┌─ DATA FOR PROCESSING

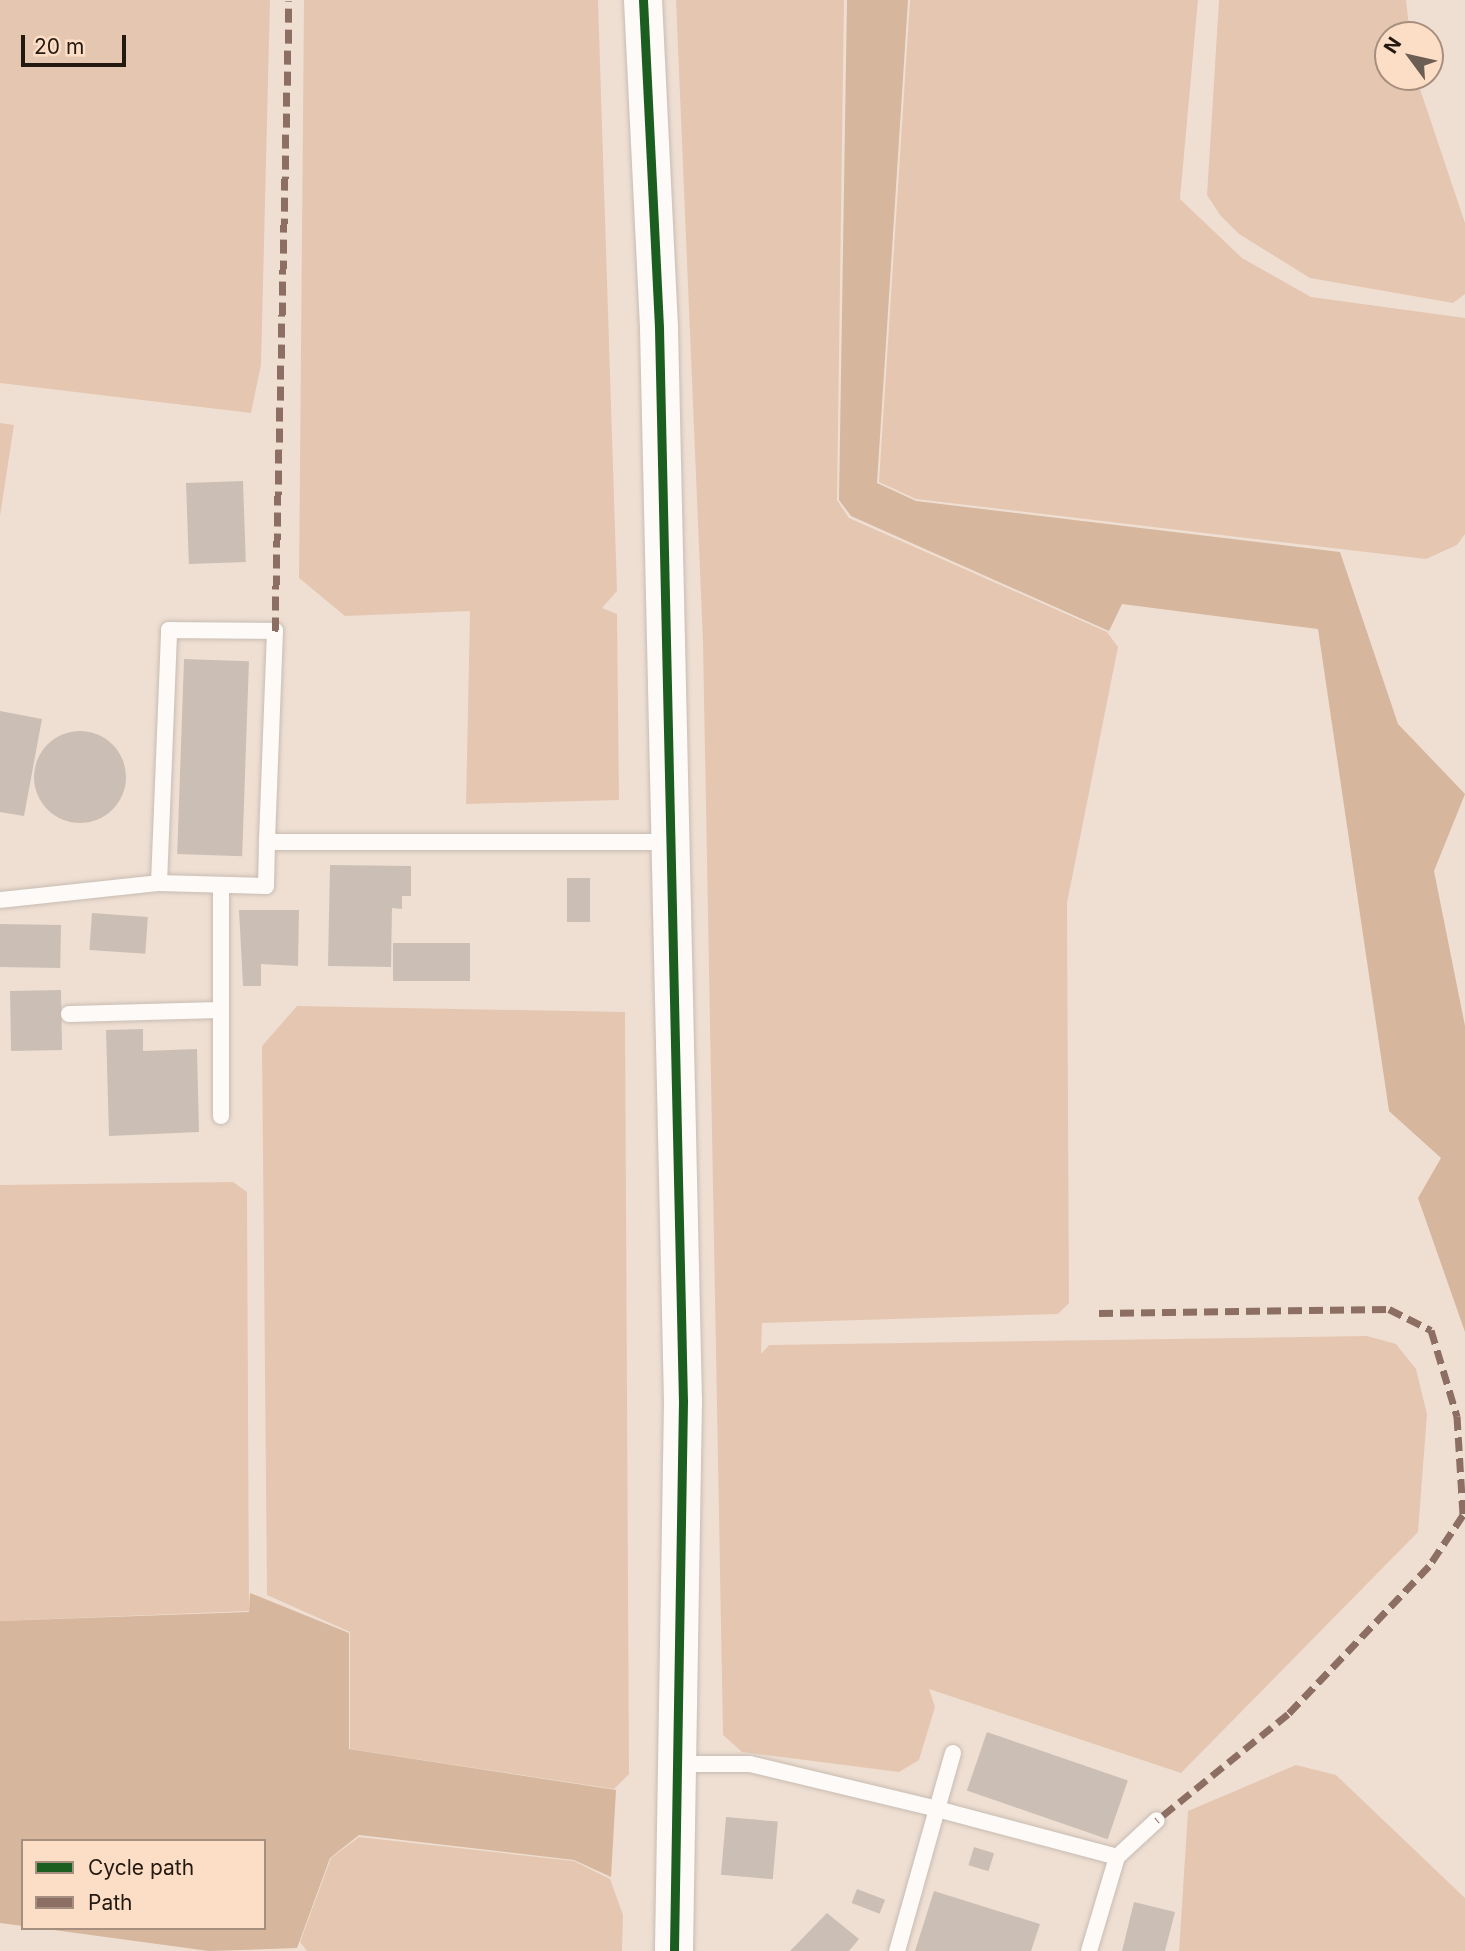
<!DOCTYPE html>
<html>
<head>
<meta charset="utf-8">
<style>
	body { margin:0 }
	#map { position:relative; width:1465px; height:1951px; overflow:hidden; background:#efdfd3; font-family:Inter,sans-serif }
	div>[style] { position:absolute }
	.green>* { inset:0; background:#e5c7b1 }
	.forest>* { inset:0; background:#d6b69c }
	.building>* { inset:0; background:#cbbfb5; transform-origin:0 0 }
	.round { border-radius:50% }
	.roads { filter:drop-shadow(0 0 2px #c8bcb2) drop-shadow(0 0 2px #c8bcb2) }
	.service>* { height:16px; margin:-8px; padding:0 8px; transform-origin:8px; border-radius:8px; background:#fdfaf8 }
	.tertiary>* { height:38px; margin:-19px; padding:0 19px; transform-origin:19px; border-radius:19px; background:#fdfaf8 }
	.quiet>* { height:7px; margin-top:-3.5px; transform-origin:0; background:repeating-linear-gradient(90deg,#8d6e63 0 14px,transparent 0 21px) }
	.cycleway>* { height:9px; margin:-4.5px; padding:0 4.5px; transform-origin:4.5px; border-radius:4.5px; background:#1b5e20 }
	span { translate:-50% -50%; white-space:nowrap; text-align:center; line-height:1.15; -webkit-text-stroke:5px #fcdec6; paint-order:stroke }
	.legend { position:absolute; left:21px; top:1839px; width:245px; height:91px; box-sizing:border-box; background:#fcdec6; border:2px solid #a68f7e; margin:0; padding:9px 12px; list-style:none; font-size:21px; color:#241911 }
	.legend li { display:flex; align-items:center; gap:14px; height:35px }
	.legend b { width:35px; border:2px solid #a68f7e }
	.north { position:absolute; left:1374px; top:21px; width:70px; height:70px; box-sizing:border-box; background:#fcdec6; border:2px solid #a68f7e; border-radius:50%; rotate:303deg; font-size:19px; font-weight:700; line-height:28px; text-align:center; color:#241911 }
	.north::after { content:''; display:block; margin:auto; width:24px; height:32px; background:#6b5e55; clip-path:polygon(50% 0,100% 100%,50% 72%,0 100%) }
	.scale { position:absolute; left:21px; top:35px; width:105px; height:32px; box-sizing:border-box; border:4px solid #241911; border-top:0; padding-left:9px; font-size:21px; line-height:24px; white-space:nowrap; color:#241911; -webkit-text-stroke:5px #fcdec6; paint-order:stroke }
</style>
</head>
<body>
<div id="map">
	<div class="green">
		<div style="clip-path:polygon(0 0,270px 0,261px 365px,251px 413px,0 383px)"></div>
		<div style="clip-path:polygon(304px 0,598px 0,617px 591px,602px 608px,617px 614px,619px 800px,466px 804px,470px 611px,345px 616px,299px 578px)"></div>
		<div style="clip-path:polygon(676px 0,844px 0,837px 500px,849px 518px,1107px 632px,1118px 647px,1067px 903px,1069px 1303px,1058px 1314px,762px 1323px,761px 1354px,769px 1345px,1367px 1336px,1396px 1344px,1416px 1369px,1427px 1414px,1418px 1532px,1181px 1773px,929px 1689px,935px 1707px,919px 1760px,899px 1772px,742px 1752px,723px 1735px,703px 643px)"></div>
		<div style="clip-path:polygon(910px 0,1198px 0,1180px 199px,1242px 258px,1311px 297px,1465px 318px,1465px 534px,1457px 545px,1426px 559px,916px 499px,879px 482px)"></div>
		<div style="clip-path:polygon(1219px 0,1406px 0,1410px 35px,1388px 35px,1388px 77px,1416px 77px,1465px 223px,1465px 294px,1453px 303px,1310px 278px,1239px 234px,1220px 215px,1207px 195px)"></div>
		<div style="clip-path:polygon(0 423px,14px 425px,0 516px)"></div>
		<div style="clip-path:polygon(297px 1006px,625px 1012px,629px 1774px,614px 1789px,350px 1749px,350px 1632px,267px 1595px,262px 1046px)"></div>
		<div style="clip-path:polygon(233px 1182px,247px 1192px,249px 1611px,0 1621px,0 1185px)"></div>
		<div style="clip-path:polygon(1296px 1765px,1336px 1775px,1465px 1898px,1465px 1951px,1179px 1951px,1188px 1811px)"></div>
		<div style="clip-path:polygon(359px 1837px,574px 1861px,610px 1879px,623px 1915px,622px 1951px,307px 1951px,300px 1942px,331px 1858px)"></div>
	</div>
	<div class="forest">
		<div style="clip-path:polygon(847px 0,908px 0,877px 483px,916px 501px,1340px 552px,1398px 724px,1465px 794px,1434px 871px,1465px 1026px,1465px 1332px,1418px 1198px,1441px 1158px,1389px 1111px,1318px 629px,1122px 604px,1109px 631px,851px 516px,839px 500px)"></div>
		<div style="clip-path:polygon(250px 1593px,349px 1633px,349px 1749px,616px 1790px,611px 1877px,574px 1860px,359px 1835px,330px 1858px,297px 1948px,209px 1951px,39px 1928px,264px 1928px,264px 1841px,23px 1841px,23px 1926px,0 1923px,0 1621px,249px 1612px)"></div>
	</div>
	<div class="building">
		<div style="left:243px;top:481px;width:81px;height:57px;rotate:88deg"></div>
		<div style="left:184px;top:659px;width:65px;height:195px;rotate:2deg"></div>
		<div style="clip-path:polygon(0 711px,42px 719px,24px 816px,0 812px)"></div>
		<div class="round" style="left:34px;top:731px;width:92px;height:92px"></div>
		<div style="clip-path:polygon(330px 865px,411px 866px,411px 896px,402px 896px,402px 909px,392px 908px,391px 967px,328px 966px)"></div>
		<div style="left:567px;top:878px;width:23px;height:44px"></div>
		<div style="clip-path:polygon(239px 910px,299px 910px,298px 966px,261px 964px,261px 986px,243px 986px)"></div>
		<div style="left:92px;top:913px;width:56px;height:37px;rotate:4deg"></div>
		<div style="left:0;top:924px;width:61px;height:43px;rotate:1deg"></div>
		<div style="left:470px;top:943px;width:38px;height:77px;rotate:90deg"></div>
		<div style="left:61px;top:990px;width:60px;height:51px;rotate:89deg"></div>
		<div style="clip-path:polygon(143px 1029px,143px 1051px,197px 1049px,199px 1132px,109px 1136px,106px 1030px)"></div>
		<div style="left:987px;top:1732px;width:149px;height:62px;rotate:19deg"></div>
		<div style="left:726px;top:1817px;width:52px;height:58px;rotate:5deg"></div>
		<div style="left:974px;top:1847px;width:21px;height:19px;rotate:17deg"></div>
		<div style="left:857px;top:1889px;width:30px;height:15px;rotate:21deg"></div>
		<div style="clip-path:polygon(934px 1891px,1040px 1924px,1031px 1951px,915px 1951px)"></div>
		<div style="clip-path:polygon(1134px 1902px,1175px 1912px,1165px 1951px,1122px 1951px)"></div>
		<div style="clip-path:polygon(827px 1913px,859px 1939px,849px 1951px,790px 1951px)"></div>
	</div>
	<div class="roads">
		<div class="service">
			<div style="left:267px;top:842px;width:44px;rotate:91.3deg"></div>
			<div style="left:266px;top:886px;width:107px;rotate:-178.4deg"></div>
			<div style="left:159px;top:883px;width:253px;rotate:-87.7deg"></div>
			<div style="left:169px;top:630px;width:106px;rotate:0.5deg"></div>
			<div style="left:275px;top:631px;width:211px;rotate:92.2deg"></div>
			<div style="left:267px;top:842px;width:404px"></div>
			<div style="left:0;top:900px;width:160px;rotate:-6.1deg"></div>
			<div style="left:69px;top:1014px;width:152px;rotate:-1.5deg"></div>
			<div style="left:221px;top:1116px;width:231px;rotate:-90deg"></div>
			<div style="left:953px;top:1753px;width:58px;rotate:105.9deg"></div>
			<div style="left:937px;top:1809px;width:186px;rotate:14.9deg"></div>
			<div style="left:1117px;top:1857px;width:98px;rotate:106.6deg"></div>
			<div style="left:678px;top:1764px;width:72px"></div>
			<div style="left:750px;top:1764px;width:192px;rotate:13.5deg"></div>
			<div style="left:937px;top:1809px;width:148px;rotate:105.7deg"></div>
			<div style="left:1117px;top:1857px;width:54px;rotate:-42.8deg"></div>
		</div>
		<div class="tertiary">
			<div style="left:643px;top:0;width:328px;rotate:87.2deg"></div>
			<div style="left:659px;top:328px;width:1073px;rotate:88.72deg"></div>
			<div style="left:683px;top:1401px;width:550px;rotate:90.94deg"></div>
		</div>
	</div>
	<div class="quiet">
		<div style="left:275px;top:631px;width:631px;rotate:-88.73deg"></div>
		<div style="left:1099px;top:1313px;width:290px;rotate:-0.8deg"></div>
		<div style="left:1389px;top:1309px;width:47px;rotate:26.6deg"></div>
		<div style="left:1431px;top:1330px;width:90px;rotate:73.2deg"></div>
		<div style="left:1457px;top:1416px;width:99px;rotate:86.5deg"></div>
		<div style="left:1463px;top:1515px;width:61px;rotate:123.7deg"></div>
		<div style="left:1429px;top:1566px;width:204px;rotate:133.6deg"></div>
		<div style="left:1288px;top:1714px;width:169px;rotate:141deg"></div>
	</div>
	<div class="cycleway">
		<div style="left:643px;top:0;width:328px;rotate:87.2deg"></div>
		<div style="left:659px;top:328px;width:1073px;rotate:88.72deg"></div>
		<div style="left:683px;top:1401px;width:550px;rotate:90.94deg"></div>
	</div>
	<ul class="legend">
	<li><b style="height:9px;background:#1b5e20"></b>Cycle path</li>
	<li><b style="height:9px;background:#8d6e63"></b>Path</li>
	</ul>
	<div class="north">N</div>
	<div class="scale">20 m</div>
</div>
</body>
</html>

└─

:: EXERCISE DETAILS ::
Each line that contains the string "size" should be copied from the data above.

:: EXPECTED OUTPUT ::
	.legend { position:absolute; left:21px; top:1839px; width:245px; height:91px; box-sizing:border-box; background:#fcdec6; border:2px solid #a68f7e; margin:0; padding:9px 12px; list-style:none; font-size:21px; color:#241911 }
	.north { position:absolute; left:1374px; top:21px; width:70px; height:70px; box-sizing:border-box; background:#fcdec6; border:2px solid #a68f7e; border-radius:50%; rotate:303deg; font-size:19px; font-weight:700; line-height:28px; text-align:center; color:#241911 }
	.scale { position:absolute; left:21px; top:35px; width:105px; height:32px; box-sizing:border-box; border:4px solid #241911; border-top:0; padding-left:9px; font-size:21px; line-height:24px; white-space:nowrap; color:#241911; -webkit-text-stroke:5px #fcdec6; paint-order:stroke }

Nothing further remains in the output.